Starting Position: Adjust the seat height to a level that positions the machine handles approximately level with your shoulders. Position your feet firmly on the floor or foot pads to stabilize your body. Sit upright and extend your arms to grasp the handles without rounding your shoulders forward. Adjust the position the chest pad to contact your chest lightly. Stiffen (“brace”) your abdominal muscles to stabilize your spine, but do not press your low back into the back rest. Maintain the natural arch in your low back and avoid arching your back throughout the exercise. Depress and retract your scapulae (pull shoulders back and down), maintain a neutral wrist position (i.e., wrist in line with your forearms) and attempt to hold these positions throughout the exercise.
From this start position with your torso vertical, scapulae (shoulder blades) flat against your ribcage and arms extended, gently exhale and perform a pulling movement. Flex (bend) your elbows and pull them towards your chest, but try to flair your elbows out from your sides, keeping them as level with your shoulders as possible. Continue to maintain a neutral wrist position, and contact with your chest against the chest pad. Avoid leaning back and arching your low back and attempt to minimize any movement of your head during the movement.
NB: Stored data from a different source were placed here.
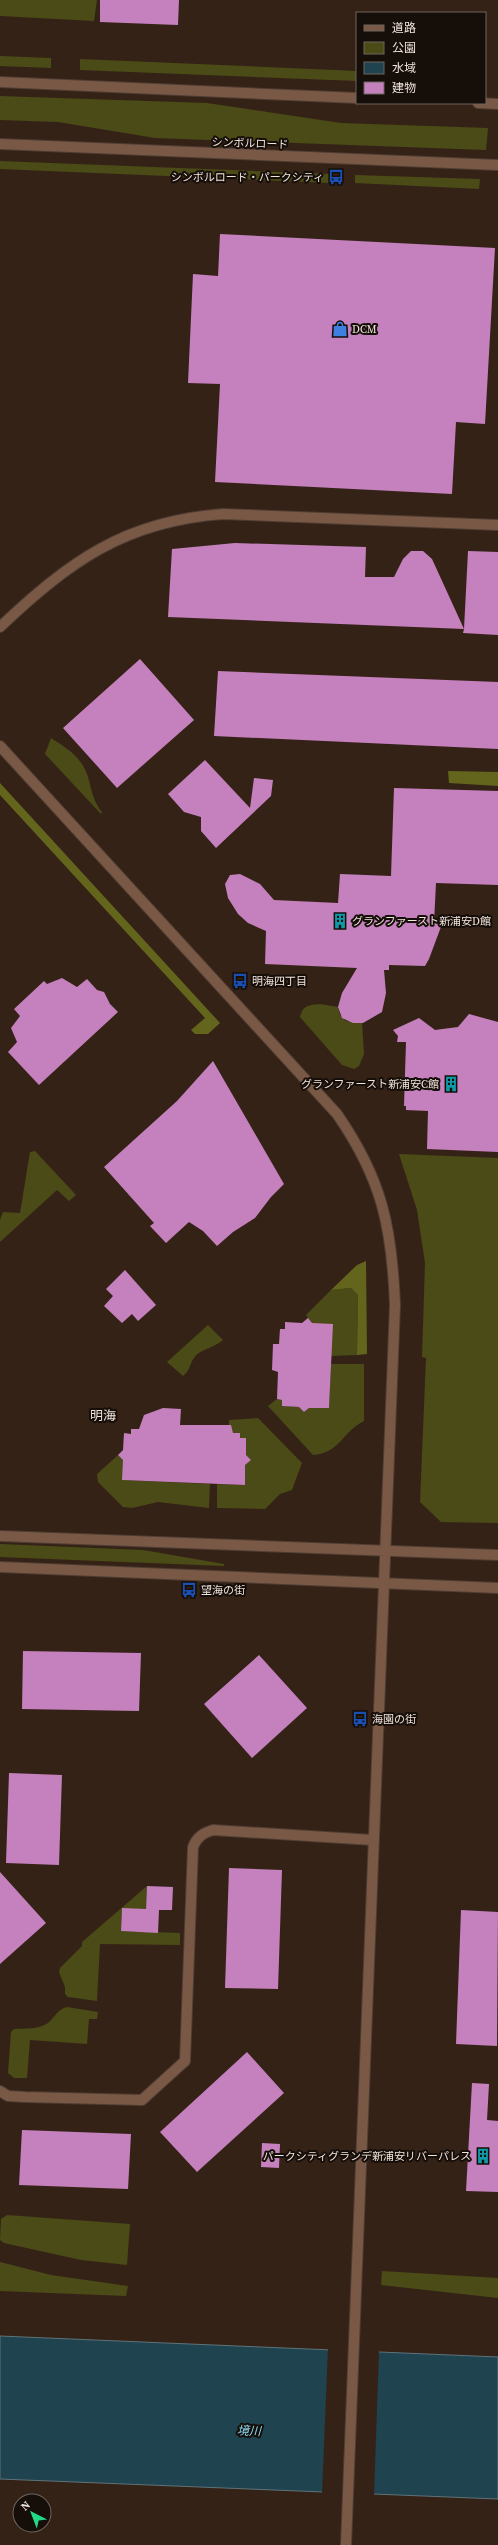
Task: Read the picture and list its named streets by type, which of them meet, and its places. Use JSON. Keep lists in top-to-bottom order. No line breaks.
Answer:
{"streets":{"street":["シンボルロード"]},"districts":["明海"],"water":["境川"],"places":{"bus stop":["シンボルロード・パークシティ","明海四丁目","望海の街","海園の街"],"shop":["DCM"],"building":["グランファースト新浦安D館","グランファースト新浦安C館","パークシティグランデ新浦安リバーパレス"]},"legend":["道路","公園","水域","建物"],"north":"top left"}
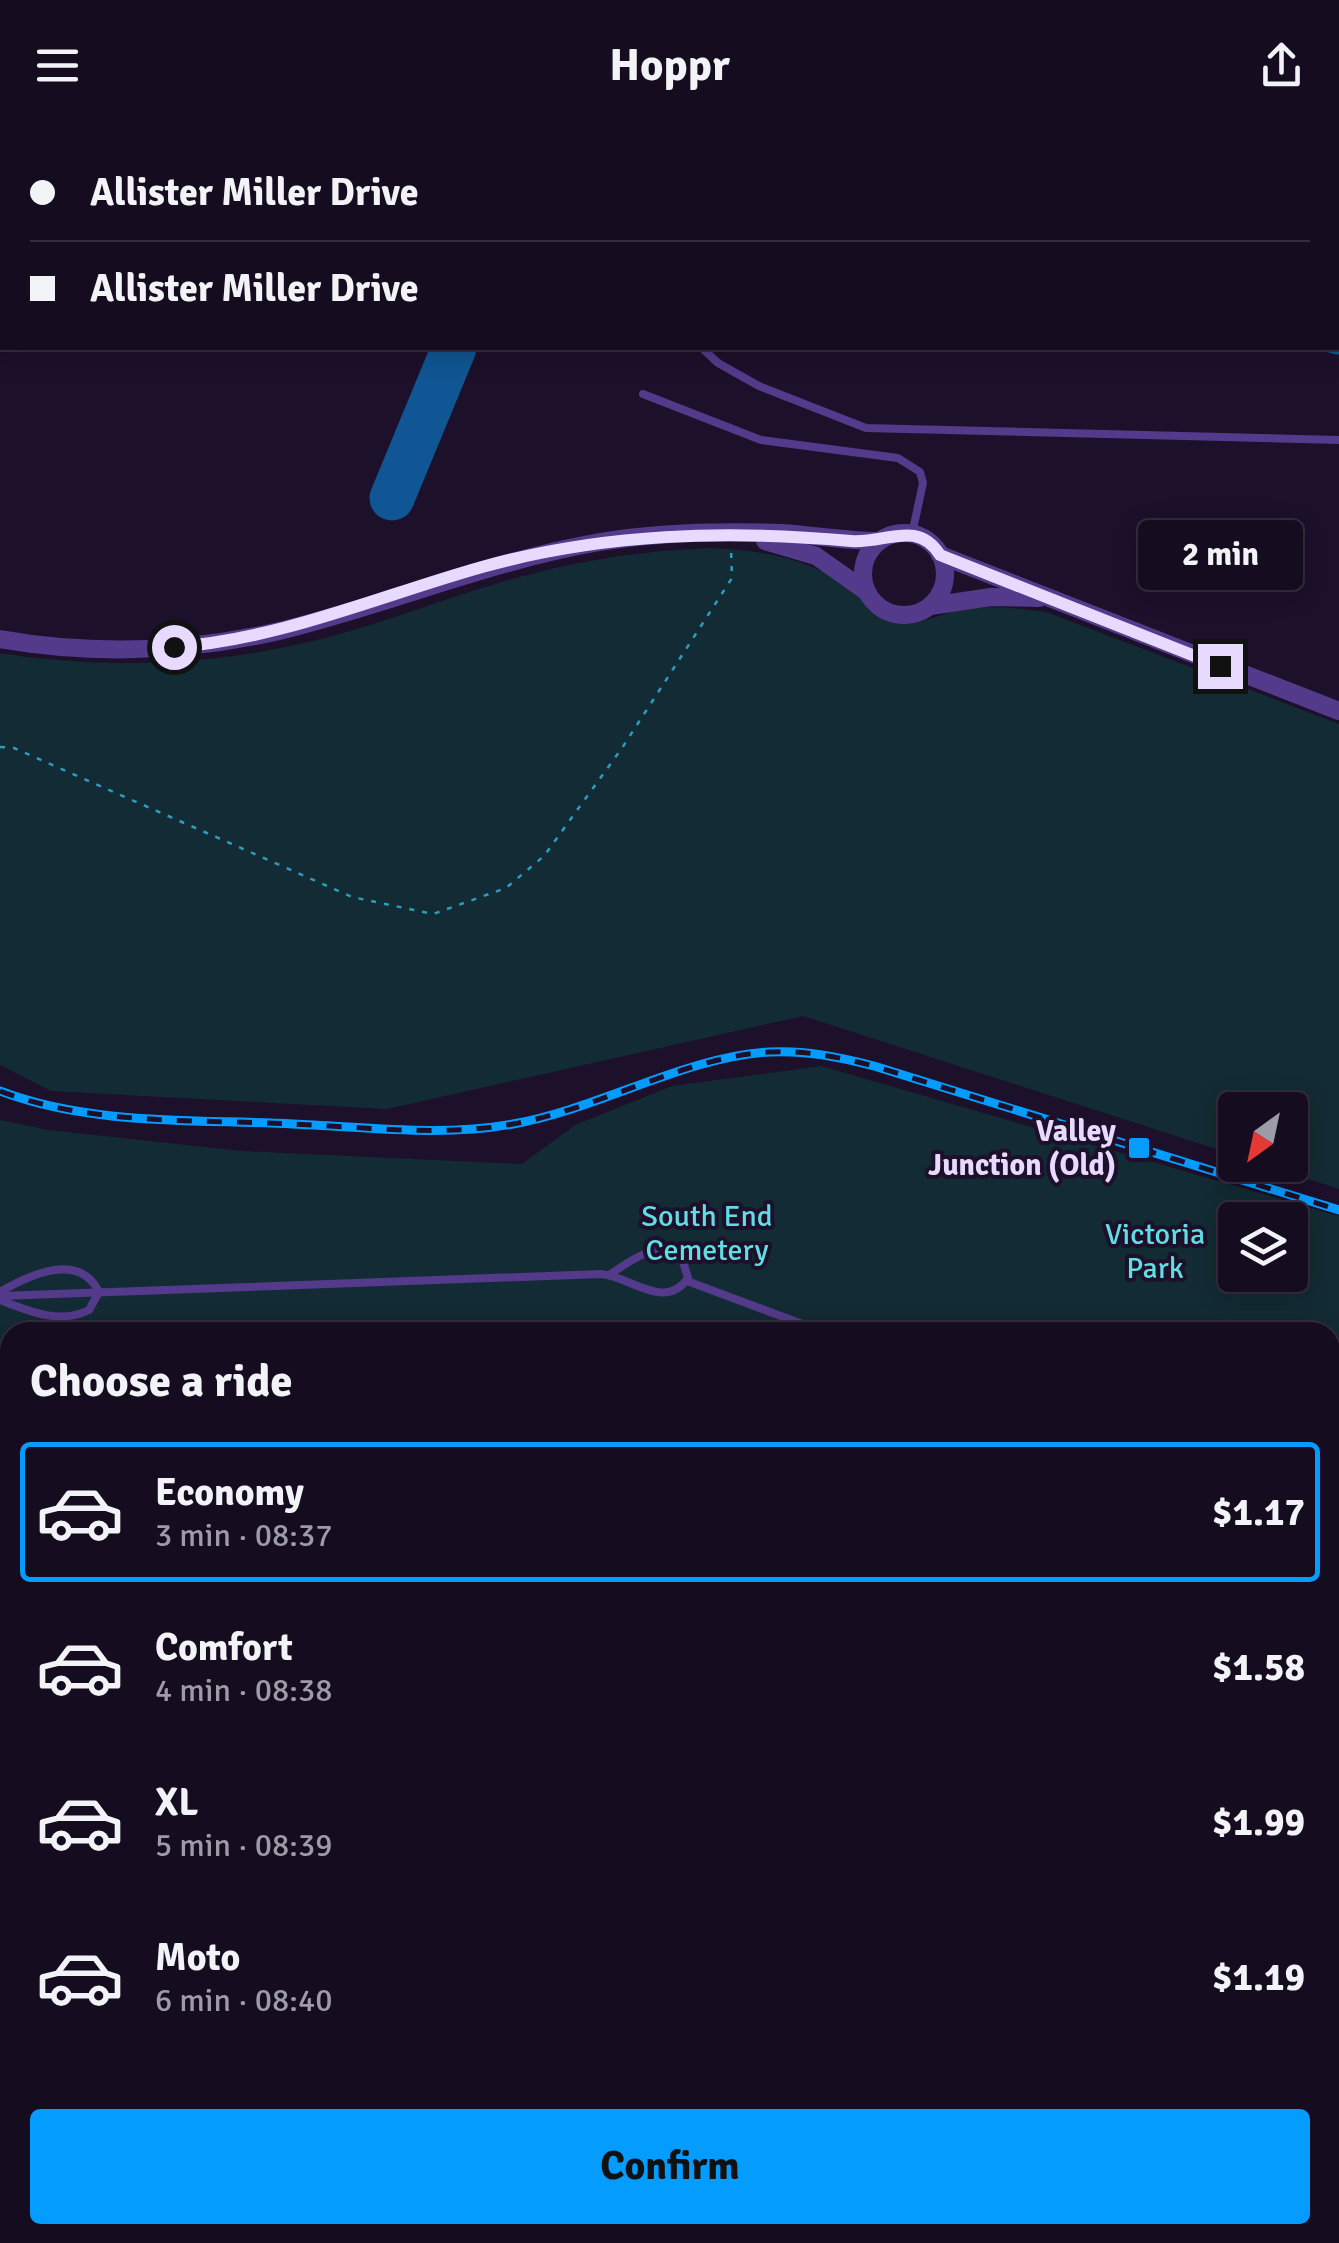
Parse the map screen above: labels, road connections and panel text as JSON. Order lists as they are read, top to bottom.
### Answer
{
  "parks": ["South End Cemetery", "Victoria Park"],
  "places": {
    "transit": ["Valley Junction (Old)"]
  },
  "north": "bottom left",
  "page": {
    "header": "Hoppr",
    "banner": ["Allister Miller Drive", "Allister Miller Drive"],
    "bubble": "2 min",
    "heading": "Choose a ride",
    "list": [
      {
        "name": "Economy",
        "note": "3 min · 08:37",
        "value": "$1.17"
      },
      {
        "name": "Comfort",
        "note": "4 min · 08:38",
        "value": "$1.58"
      },
      {
        "name": "XL",
        "note": "5 min · 08:39",
        "value": "$1.99"
      },
      {
        "name": "Moto",
        "note": "6 min · 08:40",
        "value": "$1.19"
      }
    ],
    "buttons": "Confirm"
  }
}
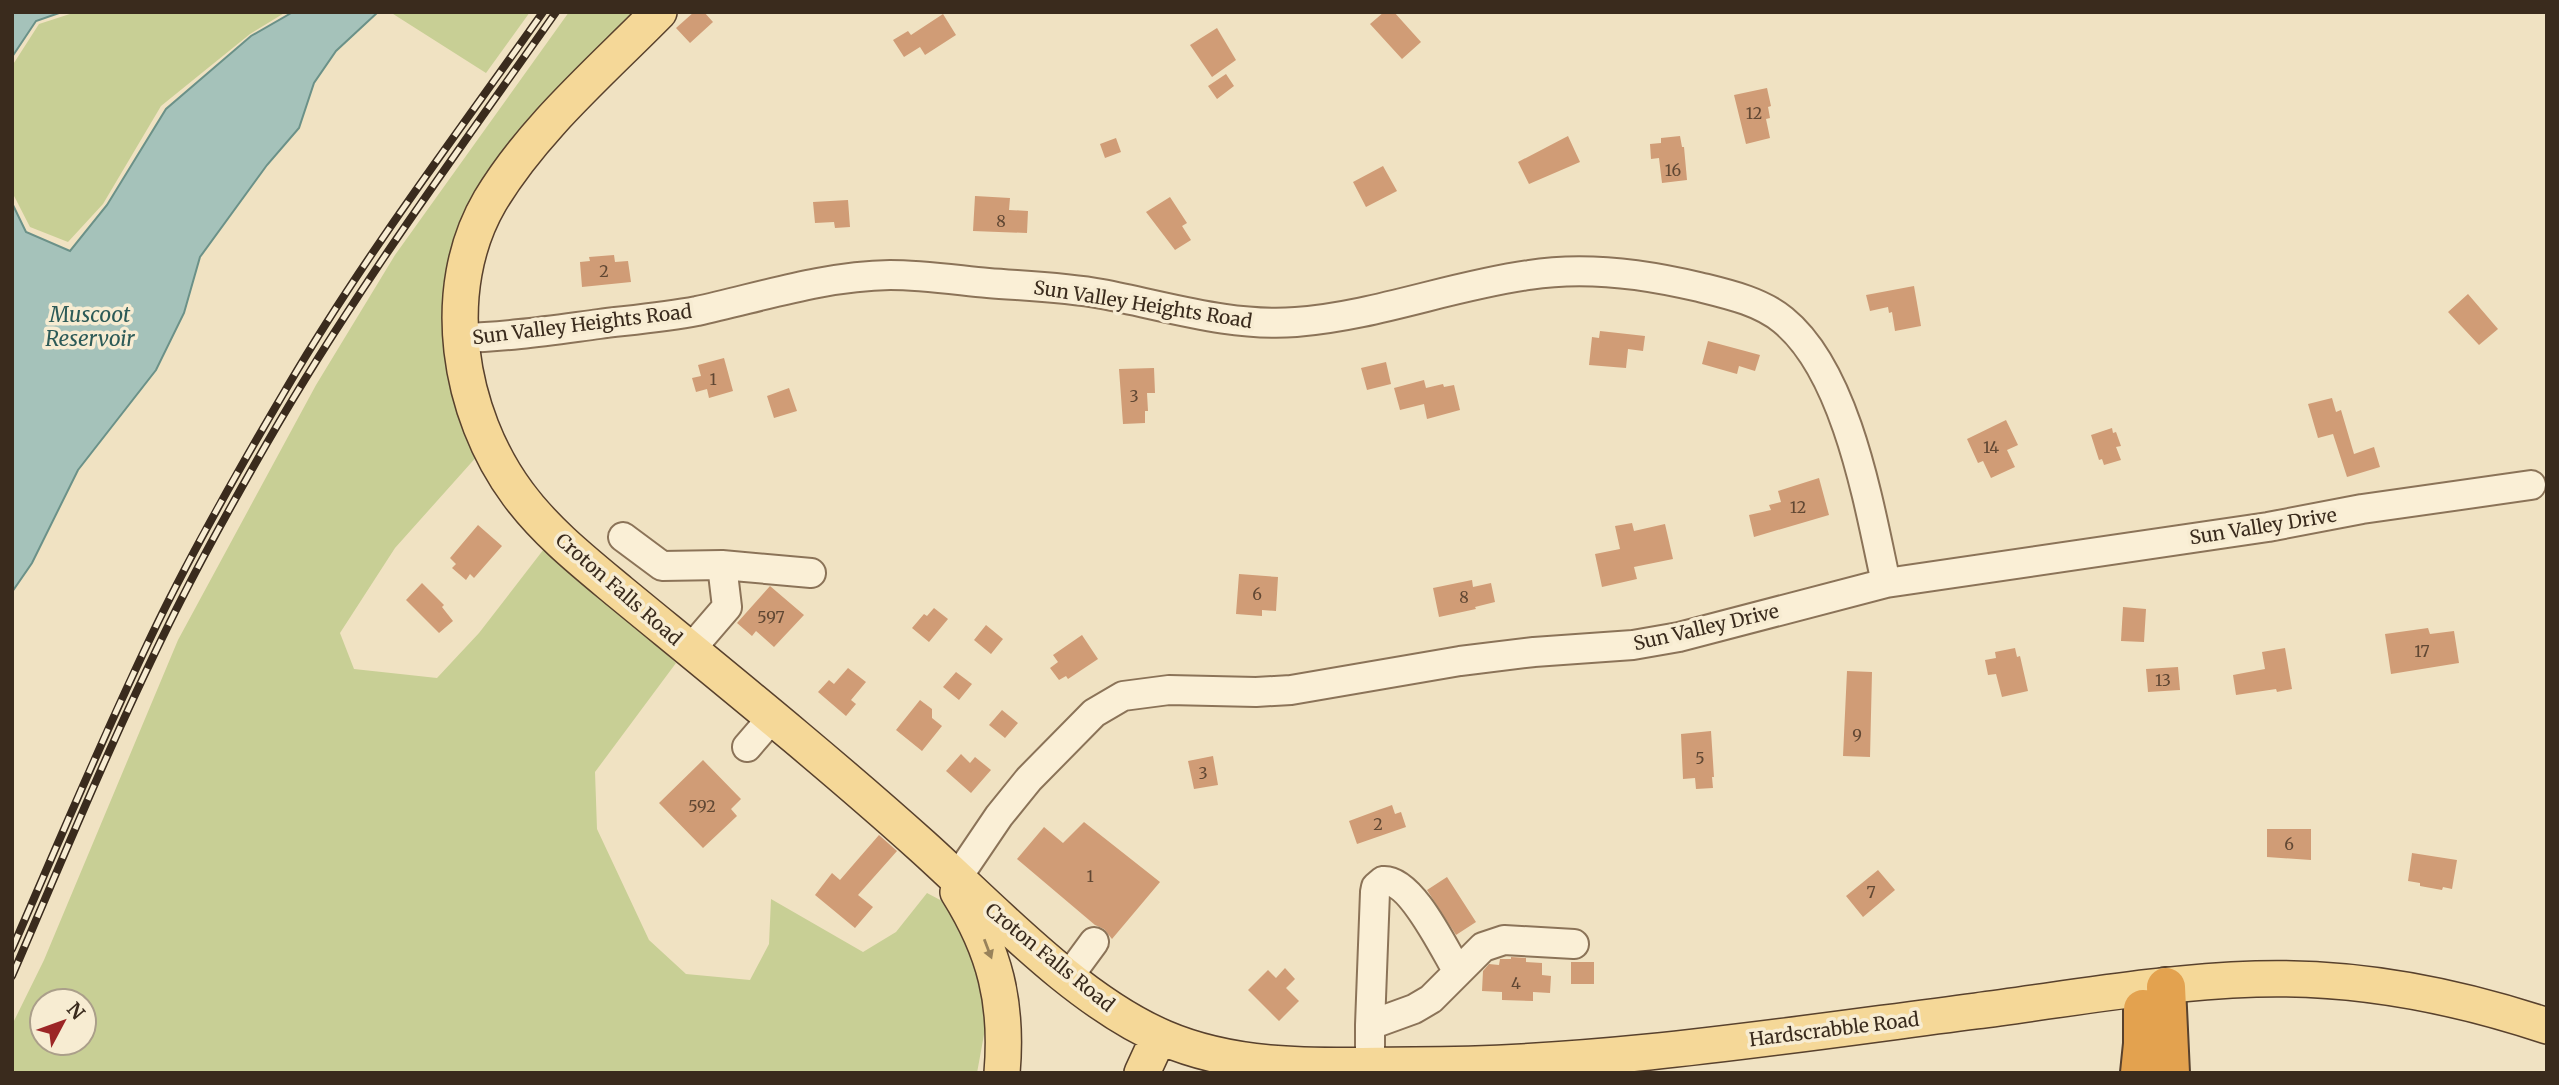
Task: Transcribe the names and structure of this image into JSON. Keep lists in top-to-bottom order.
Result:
{
  "streets": {
    "main road": ["Croton Falls Road", "Hardscrabble Road"],
    "street": ["Sun Valley Heights Road", "Sun Valley Drive"]
  },
  "crossings": [
    ["Sun Valley Heights Road", "Sun Valley Drive"],
    ["Sun Valley Heights Road", "Croton Falls Road"],
    ["Sun Valley Drive", "Croton Falls Road"],
    ["Croton Falls Road", "Hardscrabble Road"]
  ],
  "water": ["Muscoot Reservoir"],
  "house_numbers": [
    "12",
    "16",
    "8",
    "2",
    "1",
    "3",
    "14",
    "12",
    "6",
    "8",
    "597",
    "17",
    "13",
    "9",
    "5",
    "3",
    "592",
    "2",
    "6",
    "1",
    "7",
    "4"
  ],
  "north": "top right"
}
Continue pulling until your elbows reach level with, or pass just behind your shoulders. Pause momentarily then slowly return to your starting position, allowing the weight to pull your arms to move forward and elbows to extend (straighten) in a slow, controlled manner; the weight should straighten your arms but use your back muscles to resist the pull as the handles move away from your body, stopping when your arms are fully extended. Maintain an upright trunk position with your spine straight and your chest lifted upwards toward the ceiling. Do not let your spine bend forward and your back to round during this exercise. Repeat the movement for a specific number of repetitions.
Exercise Variation: To increase the exercise intensity and involve additional exercises, perform the following variations:
(a) Perform unilateral (one arm at a time) pulls
(b) Move the chest pad away from your body, which will now require a greater effort to stabilize your trunk as you perform the pulling movement.
Allowing your shoulders to round forward as your arms extend will allow you to pull with more force. However, learn how to perform a pulling motion without scapulae (shoulder blade) movement first before introducing shoulder movement. Additionally, reduce unnecessary stresses into your low back by avoiding any backwards lean during the pull movements.